Stored items from a collection
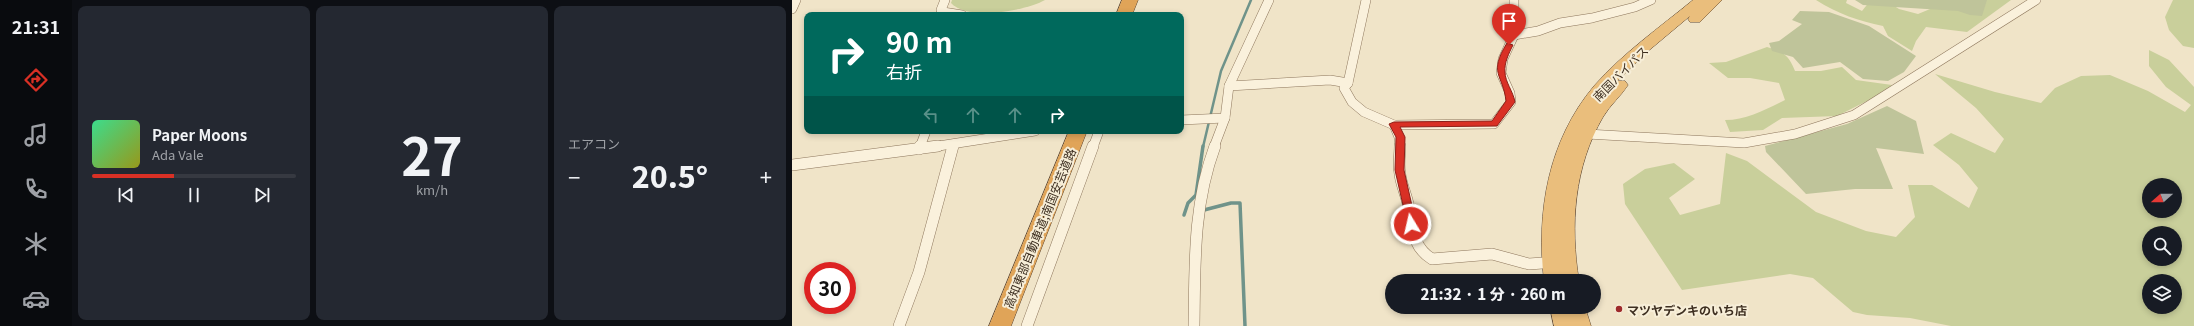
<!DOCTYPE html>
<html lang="ja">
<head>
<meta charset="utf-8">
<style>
  :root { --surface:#171b24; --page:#242831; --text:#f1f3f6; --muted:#9ea1a6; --line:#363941; --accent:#d93025 }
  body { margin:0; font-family:Georgia,"Noto Sans JP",serif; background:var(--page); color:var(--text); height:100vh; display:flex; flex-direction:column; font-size:15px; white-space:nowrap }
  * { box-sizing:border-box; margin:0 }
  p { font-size:13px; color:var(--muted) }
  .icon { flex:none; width:22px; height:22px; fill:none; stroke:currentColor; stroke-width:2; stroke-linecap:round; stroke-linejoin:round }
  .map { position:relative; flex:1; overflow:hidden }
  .sheet { display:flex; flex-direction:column; gap:6px; padding:6px; background:#0d0f14; width:720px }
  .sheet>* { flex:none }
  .hud { position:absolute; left:12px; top:12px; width:380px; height:122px; border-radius:8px; box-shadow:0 2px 6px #0003; background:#00695c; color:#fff; overflow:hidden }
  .needle { width:26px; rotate:249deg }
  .tools { position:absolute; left:1350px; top:178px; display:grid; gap:8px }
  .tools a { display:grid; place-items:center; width:40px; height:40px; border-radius:50%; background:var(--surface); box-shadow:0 2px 6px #0003; font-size:20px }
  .speed { position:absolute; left:12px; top:262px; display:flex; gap:8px; font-size:20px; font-weight:700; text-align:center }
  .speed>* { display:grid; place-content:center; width:52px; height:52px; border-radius:50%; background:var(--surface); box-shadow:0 2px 6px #0003; line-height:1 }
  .speed .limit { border:6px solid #d22; background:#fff; color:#111 }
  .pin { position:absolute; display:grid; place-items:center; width:34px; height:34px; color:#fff; margin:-41px -17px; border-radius:50% 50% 50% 0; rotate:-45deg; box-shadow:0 0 4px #0007 }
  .pin .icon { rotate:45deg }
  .me { position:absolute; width:44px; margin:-22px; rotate:351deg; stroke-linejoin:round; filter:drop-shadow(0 0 3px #0008) }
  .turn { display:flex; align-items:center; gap:14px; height:84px; padding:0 16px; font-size:18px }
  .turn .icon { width:52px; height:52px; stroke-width:2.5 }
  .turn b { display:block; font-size:28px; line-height:34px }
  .lanes { display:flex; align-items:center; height:38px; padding:0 16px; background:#0003; justify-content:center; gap:20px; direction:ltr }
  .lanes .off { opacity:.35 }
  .big { font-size:30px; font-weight:800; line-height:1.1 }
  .sheet .widget { flex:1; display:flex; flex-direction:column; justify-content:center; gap:6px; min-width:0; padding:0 14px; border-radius:8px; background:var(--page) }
  .sheet .dial { align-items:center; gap:0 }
  .dial b { font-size:52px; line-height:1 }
  .song { display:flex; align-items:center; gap:12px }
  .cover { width:48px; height:48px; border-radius:6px; background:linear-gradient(135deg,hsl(150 70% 55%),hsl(60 70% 35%)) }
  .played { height:4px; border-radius:2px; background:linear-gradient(90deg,var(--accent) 40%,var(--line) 40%) }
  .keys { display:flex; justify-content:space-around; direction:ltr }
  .heat { display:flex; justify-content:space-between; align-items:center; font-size:22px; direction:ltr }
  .sheet .tiles { flex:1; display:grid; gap:6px; grid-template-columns:repeat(3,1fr) }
  .trip { position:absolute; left:593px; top:274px; width:216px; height:40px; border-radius:20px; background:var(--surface); box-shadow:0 2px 6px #0003; font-weight:800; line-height:40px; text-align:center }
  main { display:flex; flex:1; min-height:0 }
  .tabs { display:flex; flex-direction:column; width:72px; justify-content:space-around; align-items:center; background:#090b0e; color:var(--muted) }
  .tabs .icon { width:28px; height:28px }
  .tabs .selected { color:var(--accent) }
  .tabs b { font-size:18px; color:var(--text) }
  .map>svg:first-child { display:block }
  .green { fill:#c9cf9b; fill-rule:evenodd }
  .cemetery { fill:#bfc49a }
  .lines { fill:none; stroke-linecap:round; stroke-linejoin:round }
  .stream-far1 { stroke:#6f938a; stroke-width:2.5 }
  .stream { stroke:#6f938a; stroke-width:3.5 }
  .minor-far1-casing { stroke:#8d765c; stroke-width:10 }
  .minor-casing { stroke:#8d765c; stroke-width:12 }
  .trunk-casing { stroke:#5b4430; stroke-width:1 }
  .motorway-casing { stroke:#5b4430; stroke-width:1 }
  .minor-far1 { stroke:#faf1dc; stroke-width:9 }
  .minor { stroke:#faf1dc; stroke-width:11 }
  .trunk { fill:#eabe7c; fill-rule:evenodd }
  .motorway { fill:#e0a458; fill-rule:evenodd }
  .route { fill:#d93025; stroke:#8d1f18 }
  .poi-dot { fill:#9e2a2b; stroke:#f7eed8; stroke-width:1.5 }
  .labels { text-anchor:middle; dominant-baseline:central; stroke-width:4; stroke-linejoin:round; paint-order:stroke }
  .street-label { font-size:12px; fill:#3d2e20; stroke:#f7eed8 }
  .poi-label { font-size:12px; font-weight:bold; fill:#3d2e20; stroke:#f7eed8; text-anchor:start }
</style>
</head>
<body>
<main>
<nav class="tabs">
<b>21:31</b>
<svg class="icon selected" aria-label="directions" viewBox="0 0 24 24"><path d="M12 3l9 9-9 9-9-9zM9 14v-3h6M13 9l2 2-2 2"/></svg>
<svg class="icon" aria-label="music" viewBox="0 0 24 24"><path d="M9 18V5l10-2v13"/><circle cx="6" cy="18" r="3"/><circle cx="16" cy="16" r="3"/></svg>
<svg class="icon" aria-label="phone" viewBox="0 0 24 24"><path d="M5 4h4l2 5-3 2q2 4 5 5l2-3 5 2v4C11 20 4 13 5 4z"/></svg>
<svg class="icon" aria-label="climate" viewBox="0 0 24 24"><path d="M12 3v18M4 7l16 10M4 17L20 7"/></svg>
<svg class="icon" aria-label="car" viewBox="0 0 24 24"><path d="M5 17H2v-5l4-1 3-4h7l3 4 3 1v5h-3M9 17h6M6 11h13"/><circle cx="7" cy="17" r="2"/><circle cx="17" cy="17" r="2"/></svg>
</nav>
<section class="sheet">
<div class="tiles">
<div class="widget">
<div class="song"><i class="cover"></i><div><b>Paper Moons</b><p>Ada Vale</p></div></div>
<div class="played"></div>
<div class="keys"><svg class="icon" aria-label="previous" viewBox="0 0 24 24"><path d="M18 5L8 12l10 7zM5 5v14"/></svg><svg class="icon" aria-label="pause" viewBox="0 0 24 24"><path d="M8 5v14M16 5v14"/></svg><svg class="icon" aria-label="next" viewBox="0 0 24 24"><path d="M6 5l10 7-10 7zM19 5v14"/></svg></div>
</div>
<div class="widget dial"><b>27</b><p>km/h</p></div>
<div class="widget"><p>エアコン</p>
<div class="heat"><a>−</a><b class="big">20.5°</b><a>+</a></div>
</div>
</div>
</section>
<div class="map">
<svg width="1402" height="326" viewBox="0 0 1402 326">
  <rect width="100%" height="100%" fill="#f0e4c8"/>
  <g class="green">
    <path d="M160,0H253C234,11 175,21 159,3Z"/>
    <path d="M1024,0H1055L1054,3L1070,11L1078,1L1093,0L1107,9L1126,14L1143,7L1195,0H1219L1175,32L1134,27L1124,41L1120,51L1096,36L1091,26C1067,21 1046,14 1024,0Z"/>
    <path d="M1381,0H1402V48L1391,46L1377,30L1373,17Z"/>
    <path d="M975,47C992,53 996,54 1003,71H1029L1050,67L1064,80L1100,85L1089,94L1045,116L990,118L971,130L938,132L933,120C955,120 974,109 993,100L987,83L958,78H936L917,63L934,62Z"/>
    <path d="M1357,50L1377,60L1402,87V326H1159L1118,318L1075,315L1061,312L1021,278L998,274L890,290L833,204L831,184L853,169L882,163L903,179L877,198L888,215L928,204L934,153L955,161L1024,212L1074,231L1104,237L1123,217L1116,185H1140L1177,208L1186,188L1167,165L1141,145L1159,133L1203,153L1212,139L1184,108L1143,74L1203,92L1249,103L1263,88L1289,76L1318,75L1356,91L1393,112L1399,105L1374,87L1357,66ZM1357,185H1383V211H1357ZM1357,233H1383V259H1357ZM1357,281H1383V307H1357Z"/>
  </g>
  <g class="cemetery">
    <path d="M1063,0H1195L1190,16L1178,15L1166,11L1071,5Z"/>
    <path d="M1008,11L1037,12L1077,26L1124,56L1112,72L1096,81L1071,79L1048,62L1011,68L1001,57L980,51L977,43L987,41L1010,24L1000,20Z"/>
    <path d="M1095,106L1124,121L1132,154L1084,148L1101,189H1063L1014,194L974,152L973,146L1055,124Z"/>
  </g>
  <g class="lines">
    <path class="stream-far1" d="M411,147L429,71L459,0"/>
    <g class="stream">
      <path d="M412,210L439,203H448L453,326"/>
      <path d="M392,215L396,203L404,195L411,146"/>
    </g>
    <defs>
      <g id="minor-far1">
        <path d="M153,0L149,10L151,12L170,15"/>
        <path d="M574,0L556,83L552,88L560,102L572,112L602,125L702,124L719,102L718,93L709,73L711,59L722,35V0"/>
        <path d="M0,9L4,0"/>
        <path d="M722,35L746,31L768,23L800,18L843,7L859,0"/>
        <path d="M437,86L538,80L556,83"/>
        <path d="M389,120L433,118"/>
        <path d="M602,125L607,137L608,147"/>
        <path d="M795,134L952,143L1003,134L1062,115L1244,0"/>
        <path d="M128,147L134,131"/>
        <path d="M140,147L243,131"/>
        <path d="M161,147L162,144"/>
        <path d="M301,147L307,131"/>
        <path d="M422,147L433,118L437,86L477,0"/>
      </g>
      <g id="minor">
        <path d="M608,146C608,155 606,165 608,174C609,184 614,194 616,204C621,226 619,246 640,259L700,254L737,264L764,262"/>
        <path d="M127,149L128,146"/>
        <path d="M0,165L146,146"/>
        <path d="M107,326L127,272L161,146"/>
        <path d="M235,326L301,146"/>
        <path d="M402,326C403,264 401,205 423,146"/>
      </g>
      <g id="trunk">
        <path d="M901,0H930L908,22H898L896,19L898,16L855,52L825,81H833L836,85C829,96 818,105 811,117C782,167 778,225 787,281H752C744,212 756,141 802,86C831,53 867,28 901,0Z"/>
        <path d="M758,307H793L799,326H762Z"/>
      </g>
      <g id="motorway">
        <path d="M330,0H346L340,15H324Z"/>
        <path d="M277,131H295L219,326H197Z"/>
      </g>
    </defs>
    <use href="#minor-far1" class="minor-far1-casing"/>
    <use href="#minor" class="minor-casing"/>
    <use href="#trunk" class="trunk-casing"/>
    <use href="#motorway" class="motorway-casing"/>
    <use href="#minor-far1" class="minor-far1"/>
    <use href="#minor" class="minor"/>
    <use href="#trunk" class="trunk"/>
    <use href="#motorway" class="motorway"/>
  </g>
  <path class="route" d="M715,43L721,45C717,53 712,63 713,72C713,82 721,91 723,102L705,126L608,127L613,137L612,170L624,224L622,227H616L603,170L604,137L597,124L602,122L700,121L714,101C711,74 696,74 715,43Z"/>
  <circle class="poi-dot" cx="827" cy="309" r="4"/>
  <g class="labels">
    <g class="street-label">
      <text transform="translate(828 73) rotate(-45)">南国バイパス</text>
      <text transform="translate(247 228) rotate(-68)">高知東部自動車道;南国安芸道路</text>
    </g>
    <g class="poi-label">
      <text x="835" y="309">マツヤデンキのいち店</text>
    </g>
  </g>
</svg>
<div class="tools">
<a><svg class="needle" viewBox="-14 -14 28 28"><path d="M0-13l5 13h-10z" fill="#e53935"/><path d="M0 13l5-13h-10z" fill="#9ea1a6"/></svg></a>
<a><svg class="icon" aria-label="search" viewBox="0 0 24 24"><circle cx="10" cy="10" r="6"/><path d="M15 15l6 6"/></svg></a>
<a><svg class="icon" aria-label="layers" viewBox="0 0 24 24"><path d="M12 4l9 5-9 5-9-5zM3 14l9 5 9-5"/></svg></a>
</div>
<div class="speed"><div class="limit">30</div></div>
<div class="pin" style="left:717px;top:45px;background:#d93025"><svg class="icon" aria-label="arrive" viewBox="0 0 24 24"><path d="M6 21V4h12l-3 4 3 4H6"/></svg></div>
<svg class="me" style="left:619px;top:224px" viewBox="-20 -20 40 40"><circle r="17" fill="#d93025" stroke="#fff" stroke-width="3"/><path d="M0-11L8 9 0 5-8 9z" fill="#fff"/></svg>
<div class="trip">21:32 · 1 分 · 260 m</div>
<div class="hud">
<div class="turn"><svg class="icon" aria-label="right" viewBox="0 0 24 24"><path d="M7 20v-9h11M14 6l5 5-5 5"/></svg><div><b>90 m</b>右折</div></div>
<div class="lanes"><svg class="icon off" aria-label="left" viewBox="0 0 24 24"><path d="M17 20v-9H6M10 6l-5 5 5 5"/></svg><svg class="icon off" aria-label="ahead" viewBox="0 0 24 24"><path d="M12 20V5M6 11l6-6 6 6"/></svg><svg class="icon off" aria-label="ahead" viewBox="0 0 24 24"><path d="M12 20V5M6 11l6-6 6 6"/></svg><svg class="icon" aria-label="right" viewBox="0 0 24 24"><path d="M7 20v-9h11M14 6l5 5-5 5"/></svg></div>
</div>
</div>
</main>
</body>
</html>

◆ **Task requirements**:
Transcribe, from the records above, the first line and every line after it up to and including the line with "flex:none; width:22px; height:22px;"; omit pictures.

◆ **Output for this exercise**:
<!DOCTYPE html>
<html lang="ja">
<head>
<meta charset="utf-8">
<style>
  :root { --surface:#171b24; --page:#242831; --text:#f1f3f6; --muted:#9ea1a6; --line:#363941; --accent:#d93025 }
  body { margin:0; font-family:Georgia,"Noto Sans JP",serif; background:var(--page); color:var(--text); height:100vh; display:flex; flex-direction:column; font-size:15px; white-space:nowrap }
  * { box-sizing:border-box; margin:0 }
  p { font-size:13px; color:var(--muted) }
  .icon { flex:none; width:22px; height:22px; fill:none; stroke:currentColor; stroke-width:2; stroke-linecap:round; stroke-linejoin:round }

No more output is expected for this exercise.